What this task involves. In your answer, every line of the records should be written out exactly.
==================================================
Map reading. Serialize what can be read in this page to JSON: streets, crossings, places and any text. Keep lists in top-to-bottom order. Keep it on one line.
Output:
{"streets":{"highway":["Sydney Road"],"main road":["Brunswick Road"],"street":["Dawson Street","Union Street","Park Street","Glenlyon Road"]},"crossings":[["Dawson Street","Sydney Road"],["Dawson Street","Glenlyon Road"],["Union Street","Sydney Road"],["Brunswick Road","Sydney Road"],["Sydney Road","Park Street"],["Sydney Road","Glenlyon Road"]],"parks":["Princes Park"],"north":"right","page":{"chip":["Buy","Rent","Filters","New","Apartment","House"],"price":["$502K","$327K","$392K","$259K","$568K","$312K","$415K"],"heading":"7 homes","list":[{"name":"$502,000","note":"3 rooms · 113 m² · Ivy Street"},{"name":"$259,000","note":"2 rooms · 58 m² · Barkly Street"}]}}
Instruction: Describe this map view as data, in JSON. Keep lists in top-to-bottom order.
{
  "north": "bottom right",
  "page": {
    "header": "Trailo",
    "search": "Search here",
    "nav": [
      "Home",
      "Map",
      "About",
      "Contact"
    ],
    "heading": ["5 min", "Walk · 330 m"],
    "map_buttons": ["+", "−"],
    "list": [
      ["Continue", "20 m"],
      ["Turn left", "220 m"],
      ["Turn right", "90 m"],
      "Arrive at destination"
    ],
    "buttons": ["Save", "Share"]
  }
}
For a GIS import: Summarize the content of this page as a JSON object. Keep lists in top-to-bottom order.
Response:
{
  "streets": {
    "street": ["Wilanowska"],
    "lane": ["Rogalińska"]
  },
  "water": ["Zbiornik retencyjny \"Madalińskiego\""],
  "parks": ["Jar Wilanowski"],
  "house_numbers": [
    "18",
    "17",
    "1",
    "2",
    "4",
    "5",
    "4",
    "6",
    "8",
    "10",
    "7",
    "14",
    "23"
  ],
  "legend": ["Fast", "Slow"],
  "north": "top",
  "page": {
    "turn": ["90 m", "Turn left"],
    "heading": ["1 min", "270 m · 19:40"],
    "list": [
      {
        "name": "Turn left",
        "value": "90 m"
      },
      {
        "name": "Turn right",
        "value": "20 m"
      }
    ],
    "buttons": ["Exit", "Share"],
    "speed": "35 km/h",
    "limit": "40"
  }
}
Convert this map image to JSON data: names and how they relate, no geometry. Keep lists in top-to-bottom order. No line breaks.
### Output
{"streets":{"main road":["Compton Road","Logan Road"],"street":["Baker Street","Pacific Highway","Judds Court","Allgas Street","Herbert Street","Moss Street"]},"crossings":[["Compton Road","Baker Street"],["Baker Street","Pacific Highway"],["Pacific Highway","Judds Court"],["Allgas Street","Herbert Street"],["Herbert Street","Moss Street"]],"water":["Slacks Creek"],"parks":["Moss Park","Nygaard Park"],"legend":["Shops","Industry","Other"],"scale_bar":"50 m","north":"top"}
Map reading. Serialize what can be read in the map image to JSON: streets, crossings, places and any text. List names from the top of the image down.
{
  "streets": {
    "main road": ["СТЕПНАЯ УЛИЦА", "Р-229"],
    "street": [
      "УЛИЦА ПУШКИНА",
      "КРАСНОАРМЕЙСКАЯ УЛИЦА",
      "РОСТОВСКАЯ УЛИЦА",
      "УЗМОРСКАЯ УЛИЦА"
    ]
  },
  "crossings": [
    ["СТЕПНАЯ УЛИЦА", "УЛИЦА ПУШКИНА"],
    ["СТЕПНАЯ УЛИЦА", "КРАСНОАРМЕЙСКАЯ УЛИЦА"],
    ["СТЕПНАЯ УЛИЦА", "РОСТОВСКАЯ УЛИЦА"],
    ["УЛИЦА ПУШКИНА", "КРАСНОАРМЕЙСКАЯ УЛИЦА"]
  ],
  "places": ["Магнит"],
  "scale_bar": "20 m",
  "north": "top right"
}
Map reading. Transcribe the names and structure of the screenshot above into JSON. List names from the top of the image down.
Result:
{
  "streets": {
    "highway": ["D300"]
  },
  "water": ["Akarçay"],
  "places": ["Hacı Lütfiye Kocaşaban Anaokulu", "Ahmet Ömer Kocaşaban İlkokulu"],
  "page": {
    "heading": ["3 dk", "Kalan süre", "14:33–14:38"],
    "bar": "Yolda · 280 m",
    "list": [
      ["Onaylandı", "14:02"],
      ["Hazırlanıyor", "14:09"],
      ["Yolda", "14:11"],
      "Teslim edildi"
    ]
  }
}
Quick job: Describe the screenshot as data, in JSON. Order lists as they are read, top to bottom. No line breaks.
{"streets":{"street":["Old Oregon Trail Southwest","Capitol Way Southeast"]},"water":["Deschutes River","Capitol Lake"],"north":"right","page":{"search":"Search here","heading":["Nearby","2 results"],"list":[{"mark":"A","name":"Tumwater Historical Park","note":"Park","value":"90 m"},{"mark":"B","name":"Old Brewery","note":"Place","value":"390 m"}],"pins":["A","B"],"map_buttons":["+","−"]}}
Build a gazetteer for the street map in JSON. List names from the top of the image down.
==================================================
Answer space.
Map reading. Serialize what can be read in this page to JSON: streets, crossings, places and any text. Keep lists in top-to-bottom order. Keep it on one line.
Output:
{"streets":{"highway":["Sydney Road"],"main road":["Brunswick Road"],"street":["Dawson Street","Union Street","Park Street","Glenlyon Road"]},"crossings":[["Dawson Street","Sydney Road"],["Dawson Street","Glenlyon Road"],["Union Street","Sydney Road"],["Brunswick Road","Sydney Road"],["Sydney Road","Park Street"],["Sydney Road","Glenlyon Road"]],"parks":["Princes Park"],"north":"right","page":{"chip":["Buy","Rent","Filters","New","Apartment","House"],"price":["$502K","$327K","$392K","$259K","$568K","$312K","$415K"],"heading":"7 homes","list":[{"name":"$502,000","note":"3 rooms · 113 m² · Ivy Street"},{"name":"$259,000","note":"2 rooms · 58 m² · Barkly Street"}]}}
Instruction: Describe this map view as data, in JSON. Keep lists in top-to-bottom order.
{
  "north": "bottom right",
  "page": {
    "header": "Trailo",
    "search": "Search here",
    "nav": [
      "Home",
      "Map",
      "About",
      "Contact"
    ],
    "heading": ["5 min", "Walk · 330 m"],
    "map_buttons": ["+", "−"],
    "list": [
      ["Continue", "20 m"],
      ["Turn left", "220 m"],
      ["Turn right", "90 m"],
      "Arrive at destination"
    ],
    "buttons": ["Save", "Share"]
  }
}
For a GIS import: Summarize the content of this page as a JSON object. Keep lists in top-to-bottom order.
Response:
{
  "streets": {
    "street": ["Wilanowska"],
    "lane": ["Rogalińska"]
  },
  "water": ["Zbiornik retencyjny \"Madalińskiego\""],
  "parks": ["Jar Wilanowski"],
  "house_numbers": [
    "18",
    "17",
    "1",
    "2",
    "4",
    "5",
    "4",
    "6",
    "8",
    "10",
    "7",
    "14",
    "23"
  ],
  "legend": ["Fast", "Slow"],
  "north": "top",
  "page": {
    "turn": ["90 m", "Turn left"],
    "heading": ["1 min", "270 m · 19:40"],
    "list": [
      {
        "name": "Turn left",
        "value": "90 m"
      },
      {
        "name": "Turn right",
        "value": "20 m"
      }
    ],
    "buttons": ["Exit", "Share"],
    "speed": "35 km/h",
    "limit": "40"
  }
}
Convert this map image to JSON data: names and how they relate, no geometry. Keep lists in top-to-bottom order. No line breaks.
### Output
{"streets":{"main road":["Compton Road","Logan Road"],"street":["Baker Street","Pacific Highway","Judds Court","Allgas Street","Herbert Street","Moss Street"]},"crossings":[["Compton Road","Baker Street"],["Baker Street","Pacific Highway"],["Pacific Highway","Judds Court"],["Allgas Street","Herbert Street"],["Herbert Street","Moss Street"]],"water":["Slacks Creek"],"parks":["Moss Park","Nygaard Park"],"legend":["Shops","Industry","Other"],"scale_bar":"50 m","north":"top"}
Map reading. Serialize what can be read in the map image to JSON: streets, crossings, places and any text. List names from the top of the image down.
{
  "streets": {
    "main road": ["СТЕПНАЯ УЛИЦА", "Р-229"],
    "street": [
      "УЛИЦА ПУШКИНА",
      "КРАСНОАРМЕЙСКАЯ УЛИЦА",
      "РОСТОВСКАЯ УЛИЦА",
      "УЗМОРСКАЯ УЛИЦА"
    ]
  },
  "crossings": [
    ["СТЕПНАЯ УЛИЦА", "УЛИЦА ПУШКИНА"],
    ["СТЕПНАЯ УЛИЦА", "КРАСНОАРМЕЙСКАЯ УЛИЦА"],
    ["СТЕПНАЯ УЛИЦА", "РОСТОВСКАЯ УЛИЦА"],
    ["УЛИЦА ПУШКИНА", "КРАСНОАРМЕЙСКАЯ УЛИЦА"]
  ],
  "places": ["Магнит"],
  "scale_bar": "20 m",
  "north": "top right"
}
Map reading. Transcribe the names and structure of the screenshot above into JSON. List names from the top of the image down.
Result:
{
  "streets": {
    "highway": ["D300"]
  },
  "water": ["Akarçay"],
  "places": ["Hacı Lütfiye Kocaşaban Anaokulu", "Ahmet Ömer Kocaşaban İlkokulu"],
  "page": {
    "heading": ["3 dk", "Kalan süre", "14:33–14:38"],
    "bar": "Yolda · 280 m",
    "list": [
      ["Onaylandı", "14:02"],
      ["Hazırlanıyor", "14:09"],
      ["Yolda", "14:11"],
      "Teslim edildi"
    ]
  }
}
Quick job: Describe the screenshot as data, in JSON. Order lists as they are read, top to bottom. No line breaks.
{"streets":{"street":["Old Oregon Trail Southwest","Capitol Way Southeast"]},"water":["Deschutes River","Capitol Lake"],"north":"right","page":{"search":"Search here","heading":["Nearby","2 results"],"list":[{"mark":"A","name":"Tumwater Historical Park","note":"Park","value":"90 m"},{"mark":"B","name":"Old Brewery","note":"Place","value":"390 m"}],"pins":["A","B"],"map_buttons":["+","−"]}}
Build a gazetteer for the street map in JSON. List names from the top of the image down.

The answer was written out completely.